2013年06月29日

『小説 平清盛』

 大河ドラマ『平清盛』が終わって半年たつのに今頃読んだ。作者が高橋直樹、『源氏の流儀ー源義朝伝』を書いたのと同じ人。この人、平家側からも書いているんだーと思って読んだ次第。
 大きく4つの章に分かれていて、義朝が登場するのは第一章のみ。ここでの義朝は父・為義と対立していることを清盛にも隠さない激しい気性の武士だが、自らの関東なまりを恥じていて、息子の頼朝は殿上に出しても恥ずかしくないように育てたいと思っている。『源氏の流儀ー源義朝伝』と同じく、ここでも義朝は美男。清盛の目を通して描かれる分、はっきりと外見の印象が描かれている。引用すれば、
 見事な武者ぶりだった。
 清盛へ向けられた義朝の眼ざしは、目鼻立ちが整っているせいか、かえって凄味が増して見える。
という感じ。後になって頼朝の名を聞いた時にも
 ―-恰好よかったな、左馬頭(義朝)は。武将として華のあった義朝を、羨ましく感じたものだった。
と回想する。
 
 第二章以降は、武士としての弓矢を捨てて国の政に関わる地位に上っていく清盛の姿と並行して、反平氏勢力が現れ、力をつけていく様子が描かれる。ここには義経や弁慶は登場しない。大河ドラマでは最期まで清盛のそばにいた盛国も描かれない。平時忠が清盛の相談役でもあり知恵もある人物としてずっと付き添っている。
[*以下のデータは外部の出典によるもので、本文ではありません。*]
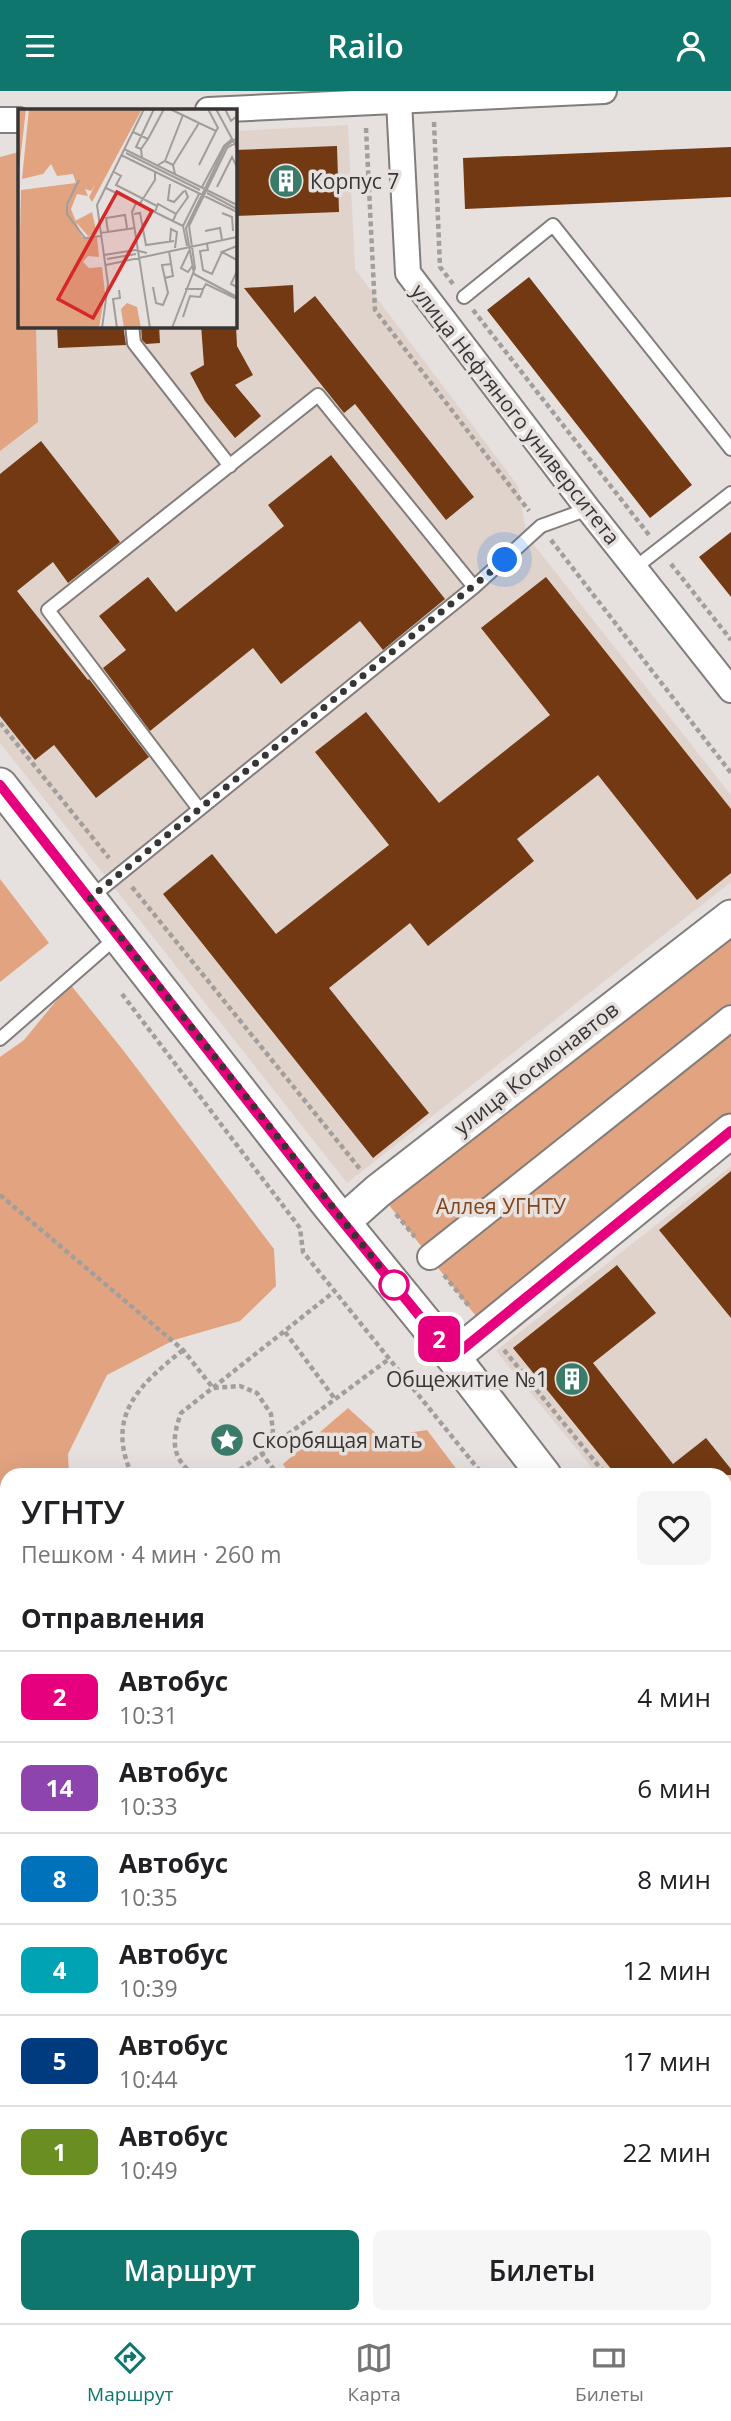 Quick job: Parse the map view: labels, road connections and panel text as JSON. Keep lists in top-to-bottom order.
{
  "streets": {
    "main road": ["улица Космонавтов"],
    "street": ["улица Нефтяного университета"]
  },
  "parks": ["Аллея УГНТУ"],
  "places": {
    "building": ["Корпус 7", "Общежитие №1"],
    "place": ["Скорбящая мать"]
  },
  "lines": ["bus line 2"],
  "page": {
    "header": "Railo",
    "on_map": "2",
    "heading": [
      ["УГНТУ", "Пешком · 4 мин · 260 m"],
      "Отправления"
    ],
    "list": [
      {
        "mark": "2",
        "name": "Автобус",
        "note": "10:31",
        "value": "4 мин"
      },
      {
        "mark": "14",
        "name": "Автобус",
        "note": "10:33",
        "value": "6 мин"
      },
      {
        "mark": "8",
        "name": "Автобус",
        "note": "10:35",
        "value": "8 мин"
      },
      {
        "mark": "4",
        "name": "Автобус",
        "note": "10:39",
        "value": "12 мин"
      },
      {
        "mark": "5",
        "name": "Автобус",
        "note": "10:44",
        "value": "17 мин"
      },
      {
        "mark": "1",
        "name": "Автобус",
        "note": "10:49",
        "value": "22 мин"
      }
    ],
    "buttons": ["Маршрут", "Билеты"],
    "tabs": ["Маршрут", "Карта", "Билеты"]
  }
}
 人物をしぼったことでわかりやすくなっているが、清盛の命で南都の寺社を焼き払うくだりは、かなり凄惨な場面含め大きな見せ場になっている。ただしこの戦いの場には清盛はいないので(重衡が中心)、ここを大々的に描くと、清盛中心の話から離れていってしまうかな、とも感じる。
『源氏の流儀ー源義朝伝』でもそうだったが、後半になると頼朝がクローズアップされてくる。ここでの頼朝は威厳に満ちた姿を見せながら、内心で「源氏はそうでなければ生きていけぬのだ」と呟いている。こういう頼朝のハッタリというか演技して見せるところは、大河ドラマでも描いてくれたら面白かったのになあ、と思った。